言語・社会性の評価/療育支援を「運動」というツールから考えることも良いアイデアですよね。思考の変換は大事です。

今読んでいる論文です。

Evaluating the Importance of Social Motor Synchronization and Motor Skill for Understanding Autism
Paula Fitzpatrick, Veronica Romero, Joseph L. Amaral, Amie Duncan, Holly Barnard, Michael J. Richardson, and R. C. Schmidt, Autism Res. 2017 Oct; 10(10): 1687–1699.

この研究では、Social motor synchronization tasksとして以下の3つのを課題を行っています。 

・Synchrony battery(検査者と対象児が運動を一緒に行う同期課題)
・Imitation battery(検査者の動きを対象児が見て真似をする模倣課題)
・Interpersonal hand-clapping(検査者と対象児がpat-a-cake gameを一緒に行う同期課題)

運動スキルの課題としては、

Drumming taskを実施し、リズムよく片手or両手で叩くことが求められました。

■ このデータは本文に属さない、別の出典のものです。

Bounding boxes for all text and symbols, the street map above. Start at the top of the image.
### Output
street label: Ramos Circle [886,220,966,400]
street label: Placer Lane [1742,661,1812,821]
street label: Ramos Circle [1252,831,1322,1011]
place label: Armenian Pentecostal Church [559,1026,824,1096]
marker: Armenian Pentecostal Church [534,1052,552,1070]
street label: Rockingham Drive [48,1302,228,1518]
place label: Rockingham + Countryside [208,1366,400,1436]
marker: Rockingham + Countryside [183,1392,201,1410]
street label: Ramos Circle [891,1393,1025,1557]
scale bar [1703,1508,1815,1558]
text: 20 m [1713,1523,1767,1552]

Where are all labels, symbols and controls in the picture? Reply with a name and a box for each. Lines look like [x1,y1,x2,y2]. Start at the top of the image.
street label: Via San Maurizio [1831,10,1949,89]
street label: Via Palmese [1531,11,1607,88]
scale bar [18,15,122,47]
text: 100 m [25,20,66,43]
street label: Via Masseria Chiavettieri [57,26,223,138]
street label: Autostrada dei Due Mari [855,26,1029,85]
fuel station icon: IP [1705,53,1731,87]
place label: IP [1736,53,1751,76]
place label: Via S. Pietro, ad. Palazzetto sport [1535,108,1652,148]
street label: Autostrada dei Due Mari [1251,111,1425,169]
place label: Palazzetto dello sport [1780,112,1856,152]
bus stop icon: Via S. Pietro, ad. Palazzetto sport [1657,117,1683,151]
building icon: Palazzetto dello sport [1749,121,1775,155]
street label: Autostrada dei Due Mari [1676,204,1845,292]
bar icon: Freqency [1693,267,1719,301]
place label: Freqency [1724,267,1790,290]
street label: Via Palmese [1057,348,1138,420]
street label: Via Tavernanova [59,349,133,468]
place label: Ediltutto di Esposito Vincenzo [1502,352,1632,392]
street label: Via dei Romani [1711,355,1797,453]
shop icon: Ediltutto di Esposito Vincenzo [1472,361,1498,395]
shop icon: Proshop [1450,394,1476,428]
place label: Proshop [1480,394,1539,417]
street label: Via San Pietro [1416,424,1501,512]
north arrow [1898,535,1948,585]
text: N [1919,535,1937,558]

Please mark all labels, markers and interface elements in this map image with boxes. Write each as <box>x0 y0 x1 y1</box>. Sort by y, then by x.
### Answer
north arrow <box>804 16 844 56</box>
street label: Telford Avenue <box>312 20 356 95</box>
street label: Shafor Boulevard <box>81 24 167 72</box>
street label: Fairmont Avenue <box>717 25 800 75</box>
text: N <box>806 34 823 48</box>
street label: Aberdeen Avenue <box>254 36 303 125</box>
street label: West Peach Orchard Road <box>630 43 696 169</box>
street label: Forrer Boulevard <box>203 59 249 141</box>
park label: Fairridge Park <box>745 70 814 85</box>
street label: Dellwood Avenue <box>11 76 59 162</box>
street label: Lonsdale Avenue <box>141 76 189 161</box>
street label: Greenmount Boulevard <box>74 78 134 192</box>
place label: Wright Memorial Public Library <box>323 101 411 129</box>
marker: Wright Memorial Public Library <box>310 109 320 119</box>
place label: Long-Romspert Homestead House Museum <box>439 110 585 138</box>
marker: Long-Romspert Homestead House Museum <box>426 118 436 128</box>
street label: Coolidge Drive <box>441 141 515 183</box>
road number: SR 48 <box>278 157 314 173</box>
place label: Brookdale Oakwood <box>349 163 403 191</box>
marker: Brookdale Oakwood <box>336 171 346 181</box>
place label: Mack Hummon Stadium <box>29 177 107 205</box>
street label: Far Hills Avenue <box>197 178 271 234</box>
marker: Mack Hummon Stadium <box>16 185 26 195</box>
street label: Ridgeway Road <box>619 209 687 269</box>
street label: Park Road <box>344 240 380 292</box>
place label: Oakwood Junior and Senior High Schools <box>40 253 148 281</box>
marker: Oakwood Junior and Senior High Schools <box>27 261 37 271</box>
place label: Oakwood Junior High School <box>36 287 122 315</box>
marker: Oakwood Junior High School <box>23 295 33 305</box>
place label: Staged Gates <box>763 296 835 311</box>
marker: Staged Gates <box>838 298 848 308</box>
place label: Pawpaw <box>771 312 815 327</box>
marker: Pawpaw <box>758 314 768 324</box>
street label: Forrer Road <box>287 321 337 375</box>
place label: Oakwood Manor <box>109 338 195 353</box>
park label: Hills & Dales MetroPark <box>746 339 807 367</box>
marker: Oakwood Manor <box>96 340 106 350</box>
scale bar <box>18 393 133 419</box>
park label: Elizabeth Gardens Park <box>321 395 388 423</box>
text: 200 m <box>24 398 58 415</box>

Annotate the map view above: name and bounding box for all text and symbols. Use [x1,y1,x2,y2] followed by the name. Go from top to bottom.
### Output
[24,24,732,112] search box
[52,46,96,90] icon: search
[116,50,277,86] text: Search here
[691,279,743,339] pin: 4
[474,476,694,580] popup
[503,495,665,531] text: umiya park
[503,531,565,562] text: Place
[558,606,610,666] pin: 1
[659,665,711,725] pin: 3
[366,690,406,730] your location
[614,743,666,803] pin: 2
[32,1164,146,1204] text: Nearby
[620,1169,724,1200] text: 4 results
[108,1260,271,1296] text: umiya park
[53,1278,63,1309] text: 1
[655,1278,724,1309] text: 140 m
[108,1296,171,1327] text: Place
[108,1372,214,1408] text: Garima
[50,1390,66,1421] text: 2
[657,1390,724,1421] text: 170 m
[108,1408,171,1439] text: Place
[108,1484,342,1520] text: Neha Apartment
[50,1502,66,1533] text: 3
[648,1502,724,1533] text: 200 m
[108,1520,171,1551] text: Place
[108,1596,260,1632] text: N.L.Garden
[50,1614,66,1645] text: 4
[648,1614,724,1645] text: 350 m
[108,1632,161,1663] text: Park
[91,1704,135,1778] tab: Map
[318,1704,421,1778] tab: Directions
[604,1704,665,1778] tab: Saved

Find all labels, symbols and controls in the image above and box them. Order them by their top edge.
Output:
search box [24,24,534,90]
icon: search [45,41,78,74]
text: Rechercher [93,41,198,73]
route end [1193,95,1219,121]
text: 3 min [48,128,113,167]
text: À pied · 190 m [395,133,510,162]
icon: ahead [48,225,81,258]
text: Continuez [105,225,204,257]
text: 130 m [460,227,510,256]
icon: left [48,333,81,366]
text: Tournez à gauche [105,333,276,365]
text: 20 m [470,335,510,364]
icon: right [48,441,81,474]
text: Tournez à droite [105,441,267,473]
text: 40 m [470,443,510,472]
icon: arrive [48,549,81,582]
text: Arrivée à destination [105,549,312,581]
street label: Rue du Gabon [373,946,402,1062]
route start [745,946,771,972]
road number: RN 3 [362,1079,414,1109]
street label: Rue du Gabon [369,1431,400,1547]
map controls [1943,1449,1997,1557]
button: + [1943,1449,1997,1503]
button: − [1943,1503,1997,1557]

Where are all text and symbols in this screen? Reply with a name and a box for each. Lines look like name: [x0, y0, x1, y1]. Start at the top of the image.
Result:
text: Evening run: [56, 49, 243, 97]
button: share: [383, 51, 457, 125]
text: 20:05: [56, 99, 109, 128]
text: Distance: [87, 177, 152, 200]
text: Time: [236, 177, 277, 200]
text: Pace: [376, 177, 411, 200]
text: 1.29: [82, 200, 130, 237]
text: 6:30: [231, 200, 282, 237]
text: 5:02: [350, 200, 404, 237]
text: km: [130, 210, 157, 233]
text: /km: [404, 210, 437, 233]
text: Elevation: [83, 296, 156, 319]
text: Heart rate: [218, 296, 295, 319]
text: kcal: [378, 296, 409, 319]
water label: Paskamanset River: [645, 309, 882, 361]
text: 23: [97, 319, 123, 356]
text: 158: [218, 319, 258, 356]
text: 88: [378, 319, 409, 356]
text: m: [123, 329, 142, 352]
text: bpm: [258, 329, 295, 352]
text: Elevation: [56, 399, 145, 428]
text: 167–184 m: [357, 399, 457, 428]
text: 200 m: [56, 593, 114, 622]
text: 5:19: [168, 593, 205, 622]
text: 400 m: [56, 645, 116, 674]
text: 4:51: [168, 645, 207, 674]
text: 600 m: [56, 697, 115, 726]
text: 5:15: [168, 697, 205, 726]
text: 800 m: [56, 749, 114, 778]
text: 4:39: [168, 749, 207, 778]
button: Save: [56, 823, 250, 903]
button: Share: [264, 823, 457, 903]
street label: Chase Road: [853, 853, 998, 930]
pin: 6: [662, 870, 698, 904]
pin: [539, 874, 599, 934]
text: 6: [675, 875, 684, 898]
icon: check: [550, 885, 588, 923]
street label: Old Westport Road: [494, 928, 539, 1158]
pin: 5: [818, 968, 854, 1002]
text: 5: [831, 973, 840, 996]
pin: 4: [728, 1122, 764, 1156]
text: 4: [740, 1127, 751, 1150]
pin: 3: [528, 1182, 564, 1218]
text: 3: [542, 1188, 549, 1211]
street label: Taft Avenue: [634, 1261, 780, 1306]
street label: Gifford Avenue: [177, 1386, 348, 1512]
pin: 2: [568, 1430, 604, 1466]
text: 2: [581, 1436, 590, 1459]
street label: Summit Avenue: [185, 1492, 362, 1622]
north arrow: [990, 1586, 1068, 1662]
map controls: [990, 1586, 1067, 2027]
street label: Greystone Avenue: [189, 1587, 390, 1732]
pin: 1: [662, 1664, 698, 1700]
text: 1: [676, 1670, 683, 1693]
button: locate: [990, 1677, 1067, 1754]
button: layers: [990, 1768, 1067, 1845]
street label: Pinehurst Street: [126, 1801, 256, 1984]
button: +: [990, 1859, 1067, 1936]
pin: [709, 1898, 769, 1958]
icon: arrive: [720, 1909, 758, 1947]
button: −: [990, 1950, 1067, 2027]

アウトカム指標は、それぞれの課題における動きの「同期性」として、「dynamical measure coherence」が用いられました。

で、結果を要約すると…

同期性の強い課題は、順にinterpersonal hand-clapping → synchrony battery → imitation batteryでした。まぁ課題の特性的にそんな感じかなぁと思います。

同期性の2群比較では、定型発達(TD)児と比較し、ASD児はSocial motor synchronization tasksの全ての項目で有意に同期性が低いことがわかりました。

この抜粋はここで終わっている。